(Recorded data)
● ● ● ● ●

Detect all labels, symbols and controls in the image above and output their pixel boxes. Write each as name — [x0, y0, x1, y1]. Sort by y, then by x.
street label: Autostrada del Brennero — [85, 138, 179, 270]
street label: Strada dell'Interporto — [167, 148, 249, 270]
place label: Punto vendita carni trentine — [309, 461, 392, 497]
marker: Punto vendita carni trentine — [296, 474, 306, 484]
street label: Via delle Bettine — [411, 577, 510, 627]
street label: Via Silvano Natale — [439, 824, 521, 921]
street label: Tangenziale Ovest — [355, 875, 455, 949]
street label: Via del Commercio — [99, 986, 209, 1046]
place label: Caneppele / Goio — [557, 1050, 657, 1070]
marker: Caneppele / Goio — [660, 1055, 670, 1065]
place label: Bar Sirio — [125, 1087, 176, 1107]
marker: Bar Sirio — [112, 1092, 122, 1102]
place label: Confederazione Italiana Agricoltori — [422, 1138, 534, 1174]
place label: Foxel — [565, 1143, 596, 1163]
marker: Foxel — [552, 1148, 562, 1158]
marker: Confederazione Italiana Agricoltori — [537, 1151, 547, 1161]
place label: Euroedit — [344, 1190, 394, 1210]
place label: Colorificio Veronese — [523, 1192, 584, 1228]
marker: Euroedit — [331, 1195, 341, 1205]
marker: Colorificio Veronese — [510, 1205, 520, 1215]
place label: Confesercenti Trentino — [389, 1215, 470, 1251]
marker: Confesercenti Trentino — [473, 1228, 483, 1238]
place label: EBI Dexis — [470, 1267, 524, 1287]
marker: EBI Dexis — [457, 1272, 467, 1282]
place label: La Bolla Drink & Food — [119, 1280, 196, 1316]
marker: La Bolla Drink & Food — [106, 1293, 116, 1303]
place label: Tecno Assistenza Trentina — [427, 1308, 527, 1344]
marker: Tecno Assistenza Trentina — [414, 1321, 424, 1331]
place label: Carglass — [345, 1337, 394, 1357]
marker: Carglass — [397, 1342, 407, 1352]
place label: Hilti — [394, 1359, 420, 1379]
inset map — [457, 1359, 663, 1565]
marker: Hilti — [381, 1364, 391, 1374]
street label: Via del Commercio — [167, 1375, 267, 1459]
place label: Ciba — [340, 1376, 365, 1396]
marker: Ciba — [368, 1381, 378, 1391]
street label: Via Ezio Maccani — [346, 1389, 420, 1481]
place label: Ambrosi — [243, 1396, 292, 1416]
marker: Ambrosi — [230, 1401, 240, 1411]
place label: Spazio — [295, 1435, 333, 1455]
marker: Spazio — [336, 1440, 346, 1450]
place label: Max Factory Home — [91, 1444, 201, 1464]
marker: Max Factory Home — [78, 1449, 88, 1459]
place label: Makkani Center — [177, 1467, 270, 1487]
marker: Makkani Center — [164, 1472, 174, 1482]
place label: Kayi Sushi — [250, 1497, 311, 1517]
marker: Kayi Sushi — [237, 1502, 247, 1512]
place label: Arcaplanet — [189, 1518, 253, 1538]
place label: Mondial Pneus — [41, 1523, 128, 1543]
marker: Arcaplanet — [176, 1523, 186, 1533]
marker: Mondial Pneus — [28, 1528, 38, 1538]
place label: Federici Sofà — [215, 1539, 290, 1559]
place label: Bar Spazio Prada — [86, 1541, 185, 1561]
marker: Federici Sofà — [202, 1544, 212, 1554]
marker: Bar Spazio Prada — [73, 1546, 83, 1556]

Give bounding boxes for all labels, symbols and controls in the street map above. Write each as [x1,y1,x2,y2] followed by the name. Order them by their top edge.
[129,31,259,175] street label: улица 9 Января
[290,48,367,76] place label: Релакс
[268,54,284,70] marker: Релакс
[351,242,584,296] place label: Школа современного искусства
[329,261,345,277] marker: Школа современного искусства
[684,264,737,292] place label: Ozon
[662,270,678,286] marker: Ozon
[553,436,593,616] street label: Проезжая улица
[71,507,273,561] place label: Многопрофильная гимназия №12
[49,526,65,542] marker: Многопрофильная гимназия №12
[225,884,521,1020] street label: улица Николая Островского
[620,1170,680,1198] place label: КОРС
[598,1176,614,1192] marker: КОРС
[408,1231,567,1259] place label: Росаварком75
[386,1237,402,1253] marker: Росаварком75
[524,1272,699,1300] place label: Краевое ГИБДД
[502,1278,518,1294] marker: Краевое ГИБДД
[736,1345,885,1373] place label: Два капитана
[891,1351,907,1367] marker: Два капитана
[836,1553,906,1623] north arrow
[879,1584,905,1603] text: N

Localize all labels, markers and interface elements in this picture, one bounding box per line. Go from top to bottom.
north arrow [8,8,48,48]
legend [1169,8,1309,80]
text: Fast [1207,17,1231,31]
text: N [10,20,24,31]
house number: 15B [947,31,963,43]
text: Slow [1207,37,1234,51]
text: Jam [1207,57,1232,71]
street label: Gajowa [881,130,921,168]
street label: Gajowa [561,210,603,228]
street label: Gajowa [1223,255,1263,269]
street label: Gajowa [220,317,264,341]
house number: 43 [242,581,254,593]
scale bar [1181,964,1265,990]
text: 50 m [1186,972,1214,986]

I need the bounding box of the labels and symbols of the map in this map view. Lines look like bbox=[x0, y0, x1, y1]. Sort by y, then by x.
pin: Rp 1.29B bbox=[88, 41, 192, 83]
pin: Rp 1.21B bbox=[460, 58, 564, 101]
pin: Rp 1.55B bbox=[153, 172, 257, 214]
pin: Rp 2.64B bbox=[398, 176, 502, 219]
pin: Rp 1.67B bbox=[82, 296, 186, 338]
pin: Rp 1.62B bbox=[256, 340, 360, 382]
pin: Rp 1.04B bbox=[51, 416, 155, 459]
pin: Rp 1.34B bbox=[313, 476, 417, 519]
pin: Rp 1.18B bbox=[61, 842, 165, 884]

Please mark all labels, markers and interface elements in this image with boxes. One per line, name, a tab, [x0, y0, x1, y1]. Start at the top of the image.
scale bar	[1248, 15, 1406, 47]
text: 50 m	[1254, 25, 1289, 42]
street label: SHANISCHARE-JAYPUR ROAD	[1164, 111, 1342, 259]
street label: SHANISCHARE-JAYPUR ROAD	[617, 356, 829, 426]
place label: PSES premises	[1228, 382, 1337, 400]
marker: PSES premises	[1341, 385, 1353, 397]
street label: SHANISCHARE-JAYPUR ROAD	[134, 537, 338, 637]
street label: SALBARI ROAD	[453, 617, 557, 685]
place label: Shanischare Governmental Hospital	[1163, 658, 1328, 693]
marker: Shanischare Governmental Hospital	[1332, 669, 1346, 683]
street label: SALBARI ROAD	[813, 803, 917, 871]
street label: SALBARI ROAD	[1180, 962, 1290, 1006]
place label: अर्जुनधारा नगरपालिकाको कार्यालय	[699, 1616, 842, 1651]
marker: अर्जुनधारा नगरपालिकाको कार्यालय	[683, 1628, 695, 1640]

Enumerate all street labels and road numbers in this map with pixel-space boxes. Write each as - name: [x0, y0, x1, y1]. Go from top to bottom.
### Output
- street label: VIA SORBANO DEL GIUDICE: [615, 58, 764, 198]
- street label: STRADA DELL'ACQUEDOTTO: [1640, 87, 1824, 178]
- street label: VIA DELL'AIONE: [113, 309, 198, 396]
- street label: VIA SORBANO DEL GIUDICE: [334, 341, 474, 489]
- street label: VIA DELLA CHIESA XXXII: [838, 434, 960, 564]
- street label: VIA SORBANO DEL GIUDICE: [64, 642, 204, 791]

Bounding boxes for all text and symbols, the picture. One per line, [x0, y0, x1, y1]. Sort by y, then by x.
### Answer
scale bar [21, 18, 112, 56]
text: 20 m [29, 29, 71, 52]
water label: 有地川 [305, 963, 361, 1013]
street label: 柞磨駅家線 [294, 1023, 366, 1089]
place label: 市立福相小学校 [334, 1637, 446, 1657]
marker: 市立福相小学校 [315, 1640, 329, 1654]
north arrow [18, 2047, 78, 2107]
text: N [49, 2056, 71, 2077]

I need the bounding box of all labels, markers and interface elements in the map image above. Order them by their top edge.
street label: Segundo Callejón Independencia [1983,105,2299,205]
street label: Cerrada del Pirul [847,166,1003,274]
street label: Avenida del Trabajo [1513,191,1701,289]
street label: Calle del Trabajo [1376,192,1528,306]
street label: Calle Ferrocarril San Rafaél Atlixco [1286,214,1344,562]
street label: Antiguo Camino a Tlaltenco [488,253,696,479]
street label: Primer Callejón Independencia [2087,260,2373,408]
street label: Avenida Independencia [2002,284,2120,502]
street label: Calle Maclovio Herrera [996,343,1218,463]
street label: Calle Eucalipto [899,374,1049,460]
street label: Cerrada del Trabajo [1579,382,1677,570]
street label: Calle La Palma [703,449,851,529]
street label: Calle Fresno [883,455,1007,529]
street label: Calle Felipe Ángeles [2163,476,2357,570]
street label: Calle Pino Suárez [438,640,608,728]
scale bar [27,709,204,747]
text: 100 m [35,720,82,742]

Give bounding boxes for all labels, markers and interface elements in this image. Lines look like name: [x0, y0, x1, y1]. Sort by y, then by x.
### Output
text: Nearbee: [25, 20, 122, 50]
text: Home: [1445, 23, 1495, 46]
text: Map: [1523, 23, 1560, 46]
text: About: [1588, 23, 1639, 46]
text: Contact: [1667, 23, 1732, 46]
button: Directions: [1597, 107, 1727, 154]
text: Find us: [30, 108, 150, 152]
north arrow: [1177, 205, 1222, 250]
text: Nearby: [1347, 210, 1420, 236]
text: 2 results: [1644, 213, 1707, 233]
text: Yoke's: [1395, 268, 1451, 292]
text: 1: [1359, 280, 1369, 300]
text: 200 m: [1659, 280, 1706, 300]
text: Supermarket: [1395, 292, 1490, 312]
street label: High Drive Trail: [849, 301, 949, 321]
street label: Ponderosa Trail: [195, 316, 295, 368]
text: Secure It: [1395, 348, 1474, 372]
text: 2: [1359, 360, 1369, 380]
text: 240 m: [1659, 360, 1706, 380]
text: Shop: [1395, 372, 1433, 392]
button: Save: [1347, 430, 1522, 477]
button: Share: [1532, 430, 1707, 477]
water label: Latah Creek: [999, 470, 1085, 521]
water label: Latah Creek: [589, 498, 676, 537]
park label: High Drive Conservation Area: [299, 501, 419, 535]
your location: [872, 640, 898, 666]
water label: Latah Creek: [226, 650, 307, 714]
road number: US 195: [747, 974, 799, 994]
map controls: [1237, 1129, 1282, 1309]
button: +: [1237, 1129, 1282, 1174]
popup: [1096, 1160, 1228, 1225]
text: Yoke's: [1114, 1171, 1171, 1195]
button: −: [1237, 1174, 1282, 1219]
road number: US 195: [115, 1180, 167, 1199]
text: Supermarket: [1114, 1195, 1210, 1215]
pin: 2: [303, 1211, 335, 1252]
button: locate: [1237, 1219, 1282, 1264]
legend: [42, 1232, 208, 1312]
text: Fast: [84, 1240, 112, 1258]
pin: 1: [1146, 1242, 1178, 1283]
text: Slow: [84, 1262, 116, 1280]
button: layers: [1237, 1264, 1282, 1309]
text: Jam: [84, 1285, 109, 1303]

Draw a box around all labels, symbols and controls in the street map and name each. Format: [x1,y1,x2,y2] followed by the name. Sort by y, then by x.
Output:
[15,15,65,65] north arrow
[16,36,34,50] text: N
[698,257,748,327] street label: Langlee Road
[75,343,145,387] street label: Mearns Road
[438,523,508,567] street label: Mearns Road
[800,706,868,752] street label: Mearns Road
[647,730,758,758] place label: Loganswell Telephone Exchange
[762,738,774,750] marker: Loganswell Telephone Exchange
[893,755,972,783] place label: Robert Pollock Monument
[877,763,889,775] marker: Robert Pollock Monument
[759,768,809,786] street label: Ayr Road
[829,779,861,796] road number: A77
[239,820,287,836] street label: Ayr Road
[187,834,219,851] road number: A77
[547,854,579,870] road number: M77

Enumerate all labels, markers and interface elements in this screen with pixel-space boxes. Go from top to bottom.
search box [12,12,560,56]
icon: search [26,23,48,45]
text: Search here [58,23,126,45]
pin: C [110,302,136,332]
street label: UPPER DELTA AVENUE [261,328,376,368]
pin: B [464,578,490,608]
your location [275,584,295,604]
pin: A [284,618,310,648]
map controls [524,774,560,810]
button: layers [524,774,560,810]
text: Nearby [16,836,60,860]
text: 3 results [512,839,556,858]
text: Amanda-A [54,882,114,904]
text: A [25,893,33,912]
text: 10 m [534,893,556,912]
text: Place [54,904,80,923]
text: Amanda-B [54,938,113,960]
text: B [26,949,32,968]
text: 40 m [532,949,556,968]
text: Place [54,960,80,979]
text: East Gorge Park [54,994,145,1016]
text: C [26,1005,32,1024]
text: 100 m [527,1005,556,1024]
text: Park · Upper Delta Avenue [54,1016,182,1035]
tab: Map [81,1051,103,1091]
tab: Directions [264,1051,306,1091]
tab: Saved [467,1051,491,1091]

● ● ● ● ●

_WHAT TO PRODUCE:_ Go through the entries and return each line where the word "Hilti" appears.

_SOLVED PROBLEM:_
place label: Hilti — [394, 1359, 420, 1379]
marker: Hilti — [381, 1364, 391, 1374]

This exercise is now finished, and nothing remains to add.